When I found myself suddenly "unhirable," it was also a strange sensation. After all, it wasn't like the skills I had been developing over the years had suddenly vanished. So why was I suddenly persona non gratis? I decided that it might be a good idea to write an article about this survivalist mentality and use what had happened to me as an illustration of it. (Besides, I had to start thinking of other ways to make a living using what I knew.)

I quickly got an editor at Toronto Life magazine interested in publishing it. All I had to do now was write it and he'd take it from there. Unfortunately, during that time, I lost my apartment due to the running out of funds. Since there were no Internet cafes in which to compose copy in those days, I could write very little, and often it was sporadic. The process took longer than I originally planned. The other problem, of course, was my anger at the circumstances before me. But the last thing I wanted the piece to be was just an ugly rant. Unfortunately, everything I wrote became coloured by my growing displeasure at what happened. As a result, I kept delaying the finished product (while continuing to write sketches of where I wanted the piece to go).

Ultimately, the article never came to be because I went to Boston for a number of months and when I returned I began writing books. I even mananged to review movies at CBC Radio again for about six years until a regime change sent me back out on my ass. Recently, while moving some old files into my new computer, I came across some of the article's early sketches. I thought they held up pretty well and seemed darn relevant today. I had already used some of the unfinished article in a couple of my books because parts of the argument fit nicely into certain sections of Dangerous Kitchen and Captain Beefheart's Trout Mask Replica. So here is a short portion of the piece that was once titled (to the Toronto Life editor's great amusement) "How to Burn Bridges (Without Knowing That You Have Any Matches)." In this section, I tried to describe the process that I felt lead to the Survivalist Culture emerging in the mid-'90s:


“During the ‘60s and ‘70s, the barriers between what was considered high and low culture had begun to wither. It was possible to be simultaneously open to the classical Indian sounds of Ravi Shankar and still be in tune with the driving force of The Rolling Stones – without being considered a snob or somebody lacking in taste. The prosperity of the time had brought a wealth of cultural alternatives into the mainstream. But when the affluence of the ‘60s turned into the severely pinched ‘70s, our culture began to move dangerously inward. Before long, our reality wasn’t shaped by the outside world that we once openly experienced. The self and our own well-being was now the only reality worth recognizing. Self-worth was also no longer determined by ideas, thoughts and abilities, but by our status within our social and working environment. Worthiness was earned, too, by emulating whatever (or whoever) was popular and smoking hot – and ignoring whatever and whoever wasn’t. A social amnesia (where something could be popular one minute and forgotten the next) evolved out of this stargazing. By the ‘80s, solipsism quickly became the yardstick by which politics, art and popular culture were measured.
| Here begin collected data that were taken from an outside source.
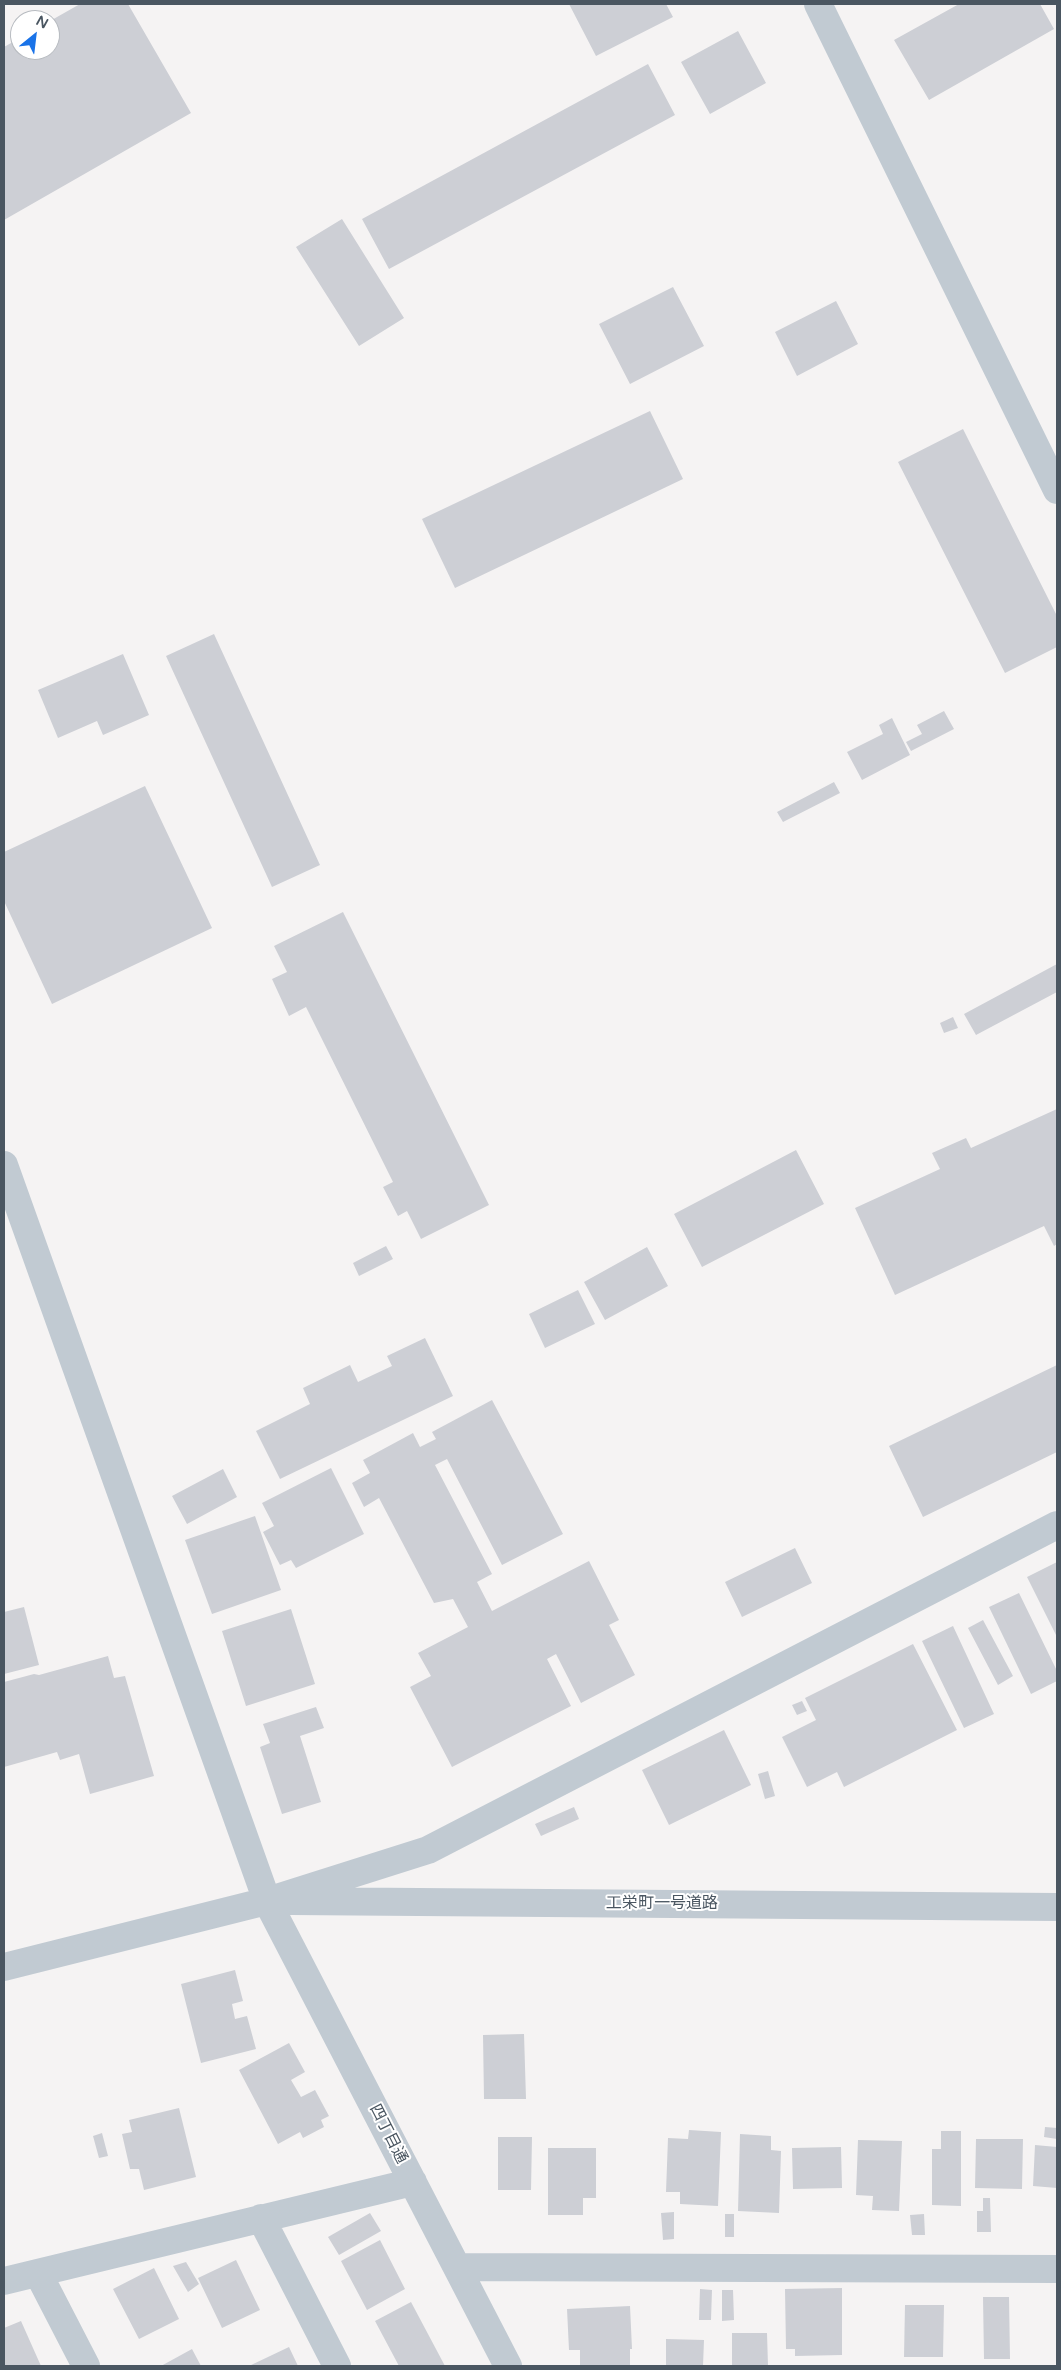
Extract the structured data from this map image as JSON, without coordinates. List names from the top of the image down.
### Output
{
  "streets": {
    "street": ["工栄町一号道路", "四丁目通"]
  },
  "crossings": [
    ["工栄町一号道路", "四丁目通"]
  ],
  "north": "top right"
}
The upheaval of the ‘60s and early ‘70s had sought alternatives to this kind of conformity by encouraging individual dissent within the boundaries of a collective culture. By the ‘80s, though, a desperate need in the middle-class to survive – at any cost – planted the seeds of what would soon become yuppie careerism. Driven by desperation, some of those individuals turned to the self-serving banalities of pop psychologists. The spoken goal of this was self-knowledge, but the hidden desire was to find ‘enlightened’ ways to regain lost prosperity and find social acceptance. What was sacrificed in this process was a more complex understanding of behaviour, provided to us by hundreds of years of literature, philosophy and psychology. A generosity of spirit that comprised a worldview wider than the contours of our own navel was also deemed expendable. Diversity of opinion began to dissolve as well, in favour of a bland homogeneity that welcomed received wisdom rather than intelligently thought through arguments. In this new age, it was more important to shape the public’s taste into something that could make dollars rather than sense. So when the latest fad stopped proving lucrative, it was abandoned. We soon saw how a crippling economic recession would not only narrow our pocket-books, but also the tolerance for intelligent and open debate about important issues.
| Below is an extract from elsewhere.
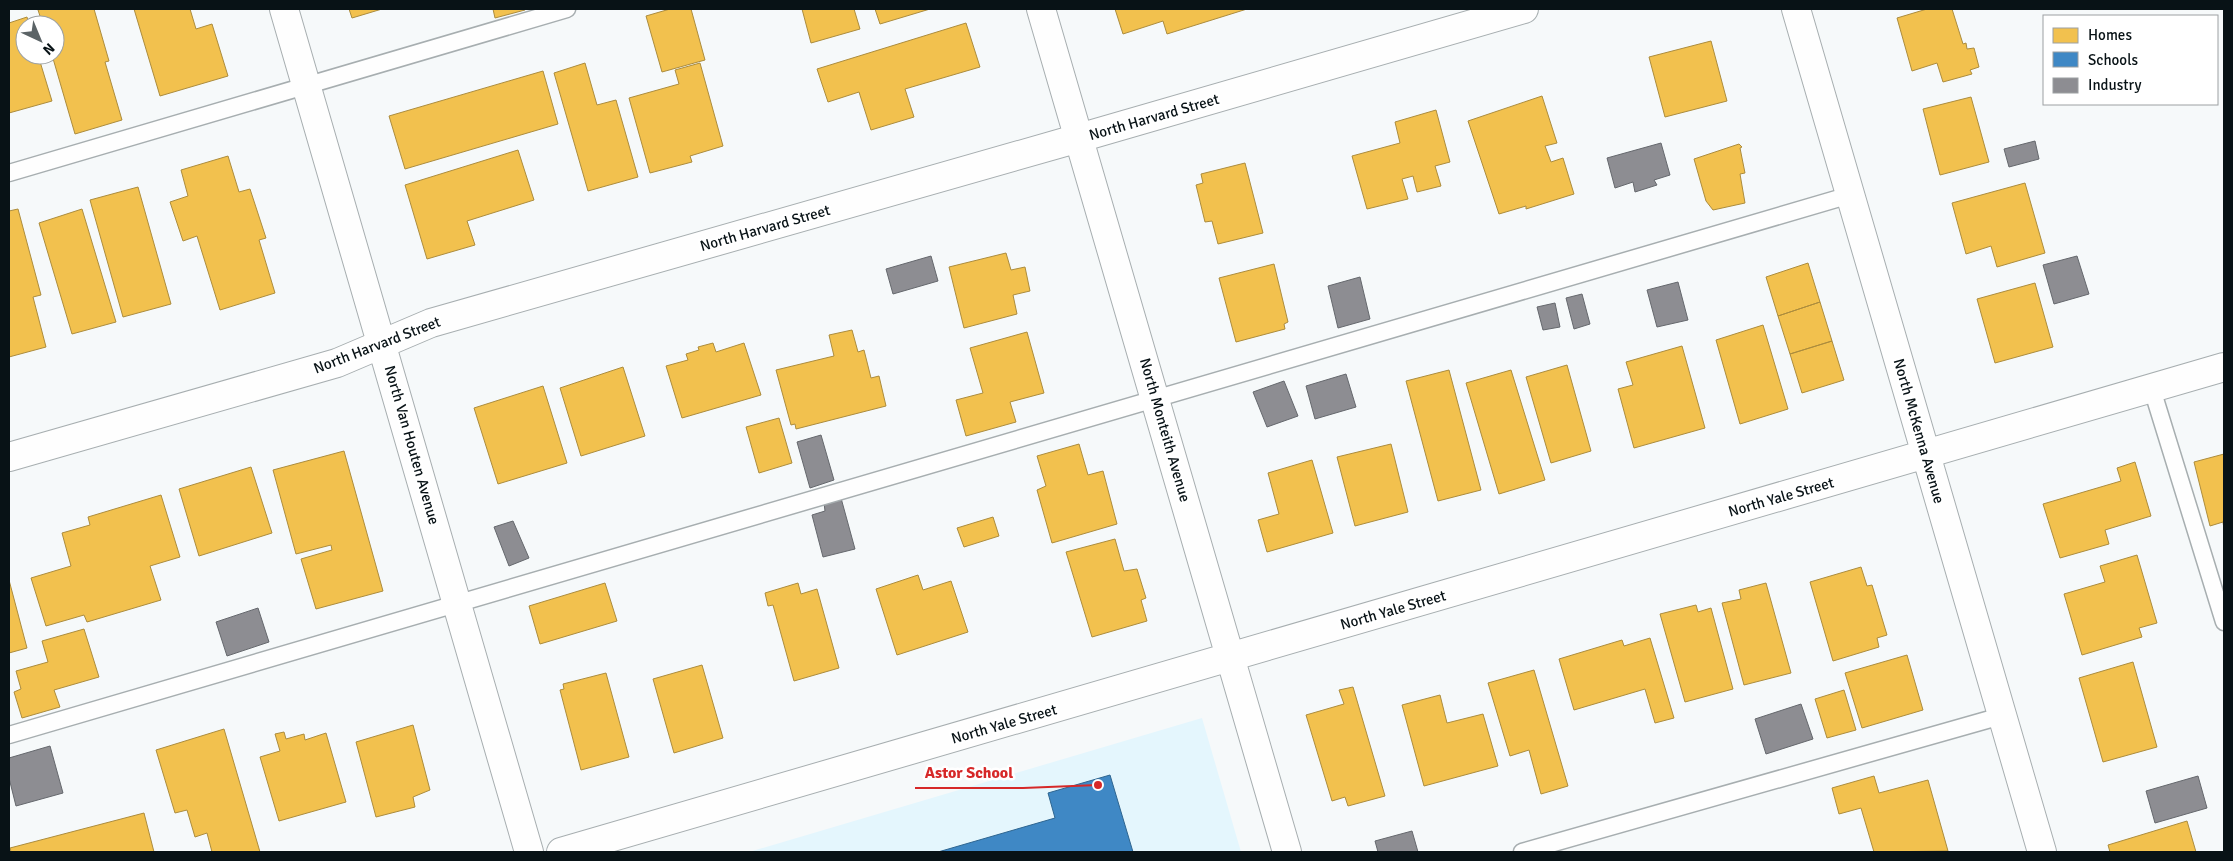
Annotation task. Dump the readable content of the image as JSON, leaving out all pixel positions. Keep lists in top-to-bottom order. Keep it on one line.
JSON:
{"streets":{"street":["North Harvard Street","North Monteith Avenue","North McKenna Avenue","North Van Houten Avenue","North Yale Street"]},"crossings":[["North Harvard Street","North Monteith Avenue"],["North Harvard Street","North Van Houten Avenue"],["North Monteith Avenue","North Yale Street"],["North McKenna Avenue","North Yale Street"]],"places":["Astor School"],"legend":["Homes","Schools","Industry"],"north":"bottom right"}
The ‘80s and ‘90s would often be defined by the entrepreneurial phrase ‘Go For It!’ This particular kind of junk-bond philosophy, which ate away at our economic infrastructure, extended itself, as well, to how we thought. Pretty soon, even in the places where creativity was once encouraged, even nurtured, you could find yourself becoming obsolete. The first thing that I decided to do, when it was apparent that the sharks were out and there was blood in the water, was to find a new place to swim.”

And that was as far as I got in that section.

1 comment:

  1. strange days have found us:

    that was definitely a good chronicle
    of the dissonant dinergy of that decade...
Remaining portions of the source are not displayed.